On Thu, Sep 27, 2018 at 5:11 PM Tycho Andersen <tycho@xxxxxxxx> wrote:
> This patch introduces a means for syscalls matched in seccomp to notify
> some other task that a particular filter has been triggered.
>
> The motivation for this is primarily for use with containers. For example,
> if a container does an init_module(), we obviously don't want to load this
> untrusted code, which may be compiled for the wrong version of the kernel
> anyway. Instead, we could parse the module image, figure out which module
> the container is trying to load and load it on the host.
>
> As another example, containers cannot mknod(), since this checks
> capable(CAP_SYS_ADMIN). However, harmless devices like /dev/null or
> /dev/zero should be ok for containers to mknod, but we'd like to avoid hard
> coding some whitelist in the kernel. Another example is mount(), which has
> many security restrictions for good reason, but configuration or runtime
> knowledge could potentially be used to relax these restrictions.

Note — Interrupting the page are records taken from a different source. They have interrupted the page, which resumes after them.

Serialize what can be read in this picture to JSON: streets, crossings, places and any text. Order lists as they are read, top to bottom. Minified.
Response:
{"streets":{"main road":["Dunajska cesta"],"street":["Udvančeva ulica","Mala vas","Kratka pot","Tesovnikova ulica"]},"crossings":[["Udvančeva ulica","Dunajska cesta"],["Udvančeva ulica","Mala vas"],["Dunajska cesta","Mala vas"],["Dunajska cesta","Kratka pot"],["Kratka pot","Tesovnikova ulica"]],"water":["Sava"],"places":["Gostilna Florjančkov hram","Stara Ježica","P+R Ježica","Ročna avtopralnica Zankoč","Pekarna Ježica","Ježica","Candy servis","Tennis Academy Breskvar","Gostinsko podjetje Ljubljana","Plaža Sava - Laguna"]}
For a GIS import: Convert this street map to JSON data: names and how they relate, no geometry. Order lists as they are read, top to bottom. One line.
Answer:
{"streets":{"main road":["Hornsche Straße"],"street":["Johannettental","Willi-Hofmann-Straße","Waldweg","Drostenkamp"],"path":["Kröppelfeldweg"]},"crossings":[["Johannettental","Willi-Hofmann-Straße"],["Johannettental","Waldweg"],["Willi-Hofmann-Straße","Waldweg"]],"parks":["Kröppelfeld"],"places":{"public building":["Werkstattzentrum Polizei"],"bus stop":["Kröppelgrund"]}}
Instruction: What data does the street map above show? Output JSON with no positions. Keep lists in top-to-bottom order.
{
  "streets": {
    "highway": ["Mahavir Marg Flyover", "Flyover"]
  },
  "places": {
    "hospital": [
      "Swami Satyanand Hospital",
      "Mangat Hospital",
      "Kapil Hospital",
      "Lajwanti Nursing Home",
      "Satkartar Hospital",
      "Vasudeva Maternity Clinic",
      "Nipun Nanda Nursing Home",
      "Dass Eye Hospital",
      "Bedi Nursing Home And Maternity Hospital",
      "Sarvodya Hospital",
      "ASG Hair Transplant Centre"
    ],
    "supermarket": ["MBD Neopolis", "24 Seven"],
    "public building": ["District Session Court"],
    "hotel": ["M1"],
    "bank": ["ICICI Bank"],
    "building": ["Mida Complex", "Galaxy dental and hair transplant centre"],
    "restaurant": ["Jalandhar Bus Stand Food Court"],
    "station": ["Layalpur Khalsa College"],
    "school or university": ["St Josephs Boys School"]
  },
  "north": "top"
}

Note that in that case, the trusted runtime needs to be in the same
mount namespace as the container. mount() doesn't work on the mount
structure of a foreign mount namespace; check_mnt() specifically
checks for this case, and I think pretty much everything in
sys_mount() uses that check. So you'd have to join the container's
mount namespace before forwarding a mount syscall.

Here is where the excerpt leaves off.